• **Provided data**
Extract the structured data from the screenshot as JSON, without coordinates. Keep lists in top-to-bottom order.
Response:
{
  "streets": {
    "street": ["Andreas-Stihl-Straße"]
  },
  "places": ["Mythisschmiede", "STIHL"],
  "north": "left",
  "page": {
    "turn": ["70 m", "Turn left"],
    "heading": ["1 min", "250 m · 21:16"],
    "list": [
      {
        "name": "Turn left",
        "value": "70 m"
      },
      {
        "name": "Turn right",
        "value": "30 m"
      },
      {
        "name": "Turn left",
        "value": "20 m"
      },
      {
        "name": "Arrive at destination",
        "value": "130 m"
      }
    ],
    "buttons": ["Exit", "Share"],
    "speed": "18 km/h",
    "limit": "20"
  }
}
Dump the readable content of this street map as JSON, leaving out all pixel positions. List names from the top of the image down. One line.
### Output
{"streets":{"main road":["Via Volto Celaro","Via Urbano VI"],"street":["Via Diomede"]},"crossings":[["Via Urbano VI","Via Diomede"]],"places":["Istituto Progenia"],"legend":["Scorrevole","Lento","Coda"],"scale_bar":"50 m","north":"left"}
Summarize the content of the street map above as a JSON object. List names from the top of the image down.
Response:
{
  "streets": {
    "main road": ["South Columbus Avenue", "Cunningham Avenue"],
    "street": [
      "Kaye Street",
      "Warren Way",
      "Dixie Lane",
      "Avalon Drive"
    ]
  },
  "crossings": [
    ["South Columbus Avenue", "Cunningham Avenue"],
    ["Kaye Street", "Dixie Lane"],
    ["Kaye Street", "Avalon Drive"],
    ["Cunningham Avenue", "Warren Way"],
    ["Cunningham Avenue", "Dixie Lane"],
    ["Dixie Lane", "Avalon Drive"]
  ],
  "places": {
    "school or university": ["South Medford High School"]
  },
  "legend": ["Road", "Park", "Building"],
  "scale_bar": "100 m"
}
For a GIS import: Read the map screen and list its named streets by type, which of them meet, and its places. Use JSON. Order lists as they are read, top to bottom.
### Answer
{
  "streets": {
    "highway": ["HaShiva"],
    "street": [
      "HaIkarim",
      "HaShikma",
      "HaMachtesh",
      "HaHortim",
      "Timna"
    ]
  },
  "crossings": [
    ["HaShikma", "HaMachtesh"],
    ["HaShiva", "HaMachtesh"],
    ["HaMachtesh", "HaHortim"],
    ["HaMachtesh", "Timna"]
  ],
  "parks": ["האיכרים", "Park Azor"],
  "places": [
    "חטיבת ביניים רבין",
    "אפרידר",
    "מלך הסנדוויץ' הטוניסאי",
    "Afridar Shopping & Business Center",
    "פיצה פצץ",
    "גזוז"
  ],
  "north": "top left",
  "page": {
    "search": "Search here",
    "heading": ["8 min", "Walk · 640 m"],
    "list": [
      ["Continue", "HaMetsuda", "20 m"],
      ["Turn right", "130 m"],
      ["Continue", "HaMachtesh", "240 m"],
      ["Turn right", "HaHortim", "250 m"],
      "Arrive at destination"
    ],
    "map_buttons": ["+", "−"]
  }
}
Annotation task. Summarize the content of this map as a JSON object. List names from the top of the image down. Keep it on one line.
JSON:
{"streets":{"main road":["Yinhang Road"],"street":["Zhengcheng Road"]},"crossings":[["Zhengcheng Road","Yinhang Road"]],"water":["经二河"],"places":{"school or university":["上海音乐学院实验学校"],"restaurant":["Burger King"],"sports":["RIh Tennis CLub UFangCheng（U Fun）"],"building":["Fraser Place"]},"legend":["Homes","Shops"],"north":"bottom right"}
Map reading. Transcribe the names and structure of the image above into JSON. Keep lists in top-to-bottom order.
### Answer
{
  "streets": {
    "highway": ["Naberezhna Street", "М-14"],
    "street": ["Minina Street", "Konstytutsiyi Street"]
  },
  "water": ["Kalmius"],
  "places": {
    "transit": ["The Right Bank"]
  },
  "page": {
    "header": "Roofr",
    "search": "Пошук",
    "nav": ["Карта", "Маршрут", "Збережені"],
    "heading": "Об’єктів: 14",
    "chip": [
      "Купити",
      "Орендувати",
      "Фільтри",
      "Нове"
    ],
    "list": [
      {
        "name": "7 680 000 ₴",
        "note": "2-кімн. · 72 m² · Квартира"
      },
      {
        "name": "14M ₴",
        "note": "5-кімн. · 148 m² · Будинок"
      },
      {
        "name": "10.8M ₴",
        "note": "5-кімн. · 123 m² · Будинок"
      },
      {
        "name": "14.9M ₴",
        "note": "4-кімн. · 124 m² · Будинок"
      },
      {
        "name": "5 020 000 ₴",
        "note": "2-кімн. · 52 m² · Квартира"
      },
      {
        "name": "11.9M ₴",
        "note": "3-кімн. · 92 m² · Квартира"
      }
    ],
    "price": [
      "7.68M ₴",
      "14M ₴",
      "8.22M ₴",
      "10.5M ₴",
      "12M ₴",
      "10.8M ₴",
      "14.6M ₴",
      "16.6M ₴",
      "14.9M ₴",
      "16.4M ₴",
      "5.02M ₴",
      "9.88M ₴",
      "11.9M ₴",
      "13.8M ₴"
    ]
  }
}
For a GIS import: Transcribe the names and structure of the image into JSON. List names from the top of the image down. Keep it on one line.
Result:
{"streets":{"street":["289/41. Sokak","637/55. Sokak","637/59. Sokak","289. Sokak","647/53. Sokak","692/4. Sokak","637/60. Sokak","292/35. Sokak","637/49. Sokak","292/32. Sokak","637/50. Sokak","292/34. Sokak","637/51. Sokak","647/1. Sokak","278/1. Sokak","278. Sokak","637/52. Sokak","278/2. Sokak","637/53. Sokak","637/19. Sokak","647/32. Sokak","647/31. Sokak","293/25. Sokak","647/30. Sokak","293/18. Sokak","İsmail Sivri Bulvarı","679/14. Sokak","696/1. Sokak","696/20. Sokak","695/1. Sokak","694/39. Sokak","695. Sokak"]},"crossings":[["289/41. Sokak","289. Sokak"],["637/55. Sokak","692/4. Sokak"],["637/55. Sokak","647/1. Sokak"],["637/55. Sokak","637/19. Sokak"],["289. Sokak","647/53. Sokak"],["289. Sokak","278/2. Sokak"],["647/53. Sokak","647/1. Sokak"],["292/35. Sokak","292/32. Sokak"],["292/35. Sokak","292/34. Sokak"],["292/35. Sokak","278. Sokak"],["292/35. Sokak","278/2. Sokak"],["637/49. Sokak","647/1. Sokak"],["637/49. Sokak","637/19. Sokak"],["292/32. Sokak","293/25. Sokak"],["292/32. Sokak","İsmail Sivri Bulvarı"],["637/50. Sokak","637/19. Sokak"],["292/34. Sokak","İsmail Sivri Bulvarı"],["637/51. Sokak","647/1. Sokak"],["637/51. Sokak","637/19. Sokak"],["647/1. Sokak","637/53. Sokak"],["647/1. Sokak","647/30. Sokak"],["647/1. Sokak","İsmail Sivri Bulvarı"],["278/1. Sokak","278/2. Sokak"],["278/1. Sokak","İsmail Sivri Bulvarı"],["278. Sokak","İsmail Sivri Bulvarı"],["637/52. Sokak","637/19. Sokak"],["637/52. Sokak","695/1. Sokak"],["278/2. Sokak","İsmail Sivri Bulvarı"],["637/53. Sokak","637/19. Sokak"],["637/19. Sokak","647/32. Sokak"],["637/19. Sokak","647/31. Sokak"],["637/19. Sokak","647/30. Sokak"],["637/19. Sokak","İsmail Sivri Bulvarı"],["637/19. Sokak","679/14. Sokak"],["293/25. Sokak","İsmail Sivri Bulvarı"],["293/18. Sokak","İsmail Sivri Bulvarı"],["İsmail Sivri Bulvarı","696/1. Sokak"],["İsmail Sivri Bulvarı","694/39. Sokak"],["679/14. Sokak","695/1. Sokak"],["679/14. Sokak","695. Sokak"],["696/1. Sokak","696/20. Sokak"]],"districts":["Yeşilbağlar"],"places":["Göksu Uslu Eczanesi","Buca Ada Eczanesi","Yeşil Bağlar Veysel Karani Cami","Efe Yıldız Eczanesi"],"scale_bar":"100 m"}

• **Activity**
Copy out the entries exactly. Begin at the first line and end with the line that has "Summarize the content of the".

• **Answer box**
Extract the structured data from the screenshot as JSON, without coordinates. Keep lists in top-to-bottom order.
Response:
{
  "streets": {
    "street": ["Andreas-Stihl-Straße"]
  },
  "places": ["Mythisschmiede", "STIHL"],
  "north": "left",
  "page": {
    "turn": ["70 m", "Turn left"],
    "heading": ["1 min", "250 m · 21:16"],
    "list": [
      {
        "name": "Turn left",
        "value": "70 m"
      },
      {
        "name": "Turn right",
        "value": "30 m"
      },
      {
        "name": "Turn left",
        "value": "20 m"
      },
      {
        "name": "Arrive at destination",
        "value": "130 m"
      }
    ],
    "buttons": ["Exit", "Share"],
    "speed": "18 km/h",
    "limit": "20"
  }
}
Dump the readable content of this street map as JSON, leaving out all pixel positions. List names from the top of the image down. One line.
### Output
{"streets":{"main road":["Via Volto Celaro","Via Urbano VI"],"street":["Via Diomede"]},"crossings":[["Via Urbano VI","Via Diomede"]],"places":["Istituto Progenia"],"legend":["Scorrevole","Lento","Coda"],"scale_bar":"50 m","north":"left"}
Summarize the content of the street map above as a JSON object. List names from the top of the image down.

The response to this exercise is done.